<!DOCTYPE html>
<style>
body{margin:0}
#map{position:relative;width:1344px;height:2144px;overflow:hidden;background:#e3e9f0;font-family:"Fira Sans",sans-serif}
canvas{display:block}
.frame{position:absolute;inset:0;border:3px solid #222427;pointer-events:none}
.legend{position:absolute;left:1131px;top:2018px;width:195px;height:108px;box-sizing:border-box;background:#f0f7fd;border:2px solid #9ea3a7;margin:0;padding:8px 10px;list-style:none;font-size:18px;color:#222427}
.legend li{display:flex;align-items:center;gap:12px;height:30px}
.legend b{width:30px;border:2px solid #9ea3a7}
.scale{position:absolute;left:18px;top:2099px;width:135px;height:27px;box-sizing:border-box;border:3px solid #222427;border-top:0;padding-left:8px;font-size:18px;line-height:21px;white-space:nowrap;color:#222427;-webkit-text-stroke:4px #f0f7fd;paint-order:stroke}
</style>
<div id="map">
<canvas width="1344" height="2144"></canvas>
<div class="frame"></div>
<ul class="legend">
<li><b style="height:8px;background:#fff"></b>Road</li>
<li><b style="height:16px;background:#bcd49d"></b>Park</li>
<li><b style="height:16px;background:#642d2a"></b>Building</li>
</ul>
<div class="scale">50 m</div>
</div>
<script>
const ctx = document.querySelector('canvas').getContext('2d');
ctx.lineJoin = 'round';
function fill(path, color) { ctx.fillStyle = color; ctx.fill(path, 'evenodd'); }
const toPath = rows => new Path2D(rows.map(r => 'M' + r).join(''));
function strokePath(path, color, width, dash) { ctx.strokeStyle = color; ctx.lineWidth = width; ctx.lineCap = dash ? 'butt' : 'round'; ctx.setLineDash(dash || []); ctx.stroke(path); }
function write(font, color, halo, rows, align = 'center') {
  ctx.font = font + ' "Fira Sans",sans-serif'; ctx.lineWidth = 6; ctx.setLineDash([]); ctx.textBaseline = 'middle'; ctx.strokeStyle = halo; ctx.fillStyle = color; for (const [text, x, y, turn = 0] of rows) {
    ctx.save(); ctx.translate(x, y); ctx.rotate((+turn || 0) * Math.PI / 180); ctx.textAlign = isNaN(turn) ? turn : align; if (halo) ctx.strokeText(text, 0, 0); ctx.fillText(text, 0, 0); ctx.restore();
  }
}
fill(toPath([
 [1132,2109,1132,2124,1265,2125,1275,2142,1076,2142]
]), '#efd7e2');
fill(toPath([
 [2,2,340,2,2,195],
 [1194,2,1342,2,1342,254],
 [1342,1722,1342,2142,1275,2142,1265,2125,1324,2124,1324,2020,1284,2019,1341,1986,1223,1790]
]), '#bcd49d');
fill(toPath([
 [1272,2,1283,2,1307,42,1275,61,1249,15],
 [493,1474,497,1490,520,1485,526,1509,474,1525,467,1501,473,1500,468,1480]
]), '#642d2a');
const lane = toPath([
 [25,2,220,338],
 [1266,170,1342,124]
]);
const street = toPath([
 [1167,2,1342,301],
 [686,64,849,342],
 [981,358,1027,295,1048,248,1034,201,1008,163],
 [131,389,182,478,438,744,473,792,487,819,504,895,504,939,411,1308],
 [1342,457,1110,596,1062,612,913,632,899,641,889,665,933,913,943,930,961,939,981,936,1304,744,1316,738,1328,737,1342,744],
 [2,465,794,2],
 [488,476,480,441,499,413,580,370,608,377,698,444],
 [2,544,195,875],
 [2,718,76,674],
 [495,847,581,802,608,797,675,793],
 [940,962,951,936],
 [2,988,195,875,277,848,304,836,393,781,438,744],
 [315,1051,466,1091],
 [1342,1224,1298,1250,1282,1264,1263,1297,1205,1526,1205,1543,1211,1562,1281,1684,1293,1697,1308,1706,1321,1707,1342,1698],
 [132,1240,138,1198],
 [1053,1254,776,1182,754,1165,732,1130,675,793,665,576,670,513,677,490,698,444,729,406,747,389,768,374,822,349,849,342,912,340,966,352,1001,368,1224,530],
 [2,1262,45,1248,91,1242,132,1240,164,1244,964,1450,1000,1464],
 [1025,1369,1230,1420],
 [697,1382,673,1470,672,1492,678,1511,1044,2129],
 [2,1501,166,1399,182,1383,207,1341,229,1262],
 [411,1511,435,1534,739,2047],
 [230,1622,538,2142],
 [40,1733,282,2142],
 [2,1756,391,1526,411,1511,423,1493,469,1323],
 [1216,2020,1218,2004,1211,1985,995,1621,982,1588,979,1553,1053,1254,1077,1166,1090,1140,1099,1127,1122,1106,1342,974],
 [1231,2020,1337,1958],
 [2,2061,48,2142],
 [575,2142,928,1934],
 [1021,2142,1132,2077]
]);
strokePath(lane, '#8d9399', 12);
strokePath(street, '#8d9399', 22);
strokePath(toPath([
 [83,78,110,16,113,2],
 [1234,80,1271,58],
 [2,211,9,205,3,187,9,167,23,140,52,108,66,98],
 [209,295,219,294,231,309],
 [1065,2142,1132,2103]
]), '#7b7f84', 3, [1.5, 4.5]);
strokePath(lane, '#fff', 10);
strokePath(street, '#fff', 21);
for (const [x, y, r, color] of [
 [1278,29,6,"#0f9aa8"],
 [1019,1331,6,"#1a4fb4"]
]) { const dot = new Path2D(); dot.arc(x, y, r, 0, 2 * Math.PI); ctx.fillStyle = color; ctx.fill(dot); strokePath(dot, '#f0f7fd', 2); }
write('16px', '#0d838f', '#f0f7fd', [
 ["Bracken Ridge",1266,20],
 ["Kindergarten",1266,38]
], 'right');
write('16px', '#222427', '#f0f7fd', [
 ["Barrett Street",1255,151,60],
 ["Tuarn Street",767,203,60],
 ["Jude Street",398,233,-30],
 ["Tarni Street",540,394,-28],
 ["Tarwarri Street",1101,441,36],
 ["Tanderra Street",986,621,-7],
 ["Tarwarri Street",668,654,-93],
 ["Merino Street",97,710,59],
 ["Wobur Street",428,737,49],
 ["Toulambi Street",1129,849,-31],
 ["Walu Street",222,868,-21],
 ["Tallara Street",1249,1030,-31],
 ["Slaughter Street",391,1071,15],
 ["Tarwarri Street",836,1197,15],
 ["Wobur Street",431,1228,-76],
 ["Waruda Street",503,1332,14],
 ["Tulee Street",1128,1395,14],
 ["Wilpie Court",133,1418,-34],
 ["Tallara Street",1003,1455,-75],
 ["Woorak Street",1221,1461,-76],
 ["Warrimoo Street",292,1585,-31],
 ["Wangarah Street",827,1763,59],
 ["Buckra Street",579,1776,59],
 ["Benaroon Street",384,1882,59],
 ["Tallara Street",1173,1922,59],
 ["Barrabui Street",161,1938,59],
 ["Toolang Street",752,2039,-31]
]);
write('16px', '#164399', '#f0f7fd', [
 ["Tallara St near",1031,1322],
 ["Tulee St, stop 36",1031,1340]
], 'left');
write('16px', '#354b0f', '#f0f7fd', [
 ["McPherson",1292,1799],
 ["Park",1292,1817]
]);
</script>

┄┄┄┄┄┄┄┄┄┄

_YOUR ASSIGNMENT_. The response must contain each line above that holds the string "turn".

_EXPECTED OUTPUT_.
  ctx.font = font + ' "Fira Sans",sans-serif'; ctx.lineWidth = 6; ctx.setLineDash([]); ctx.textBaseline = 'middle'; ctx.strokeStyle = halo; ctx.fillStyle = color; for (const [text, x, y, turn = 0] of rows) {
    ctx.save(); ctx.translate(x, y); ctx.rotate((+turn || 0) * Math.PI / 180); ctx.textAlign = isNaN(turn) ? turn : align; if (halo) ctx.strokeText(text, 0, 0); ctx.fillText(text, 0, 0); ctx.restore();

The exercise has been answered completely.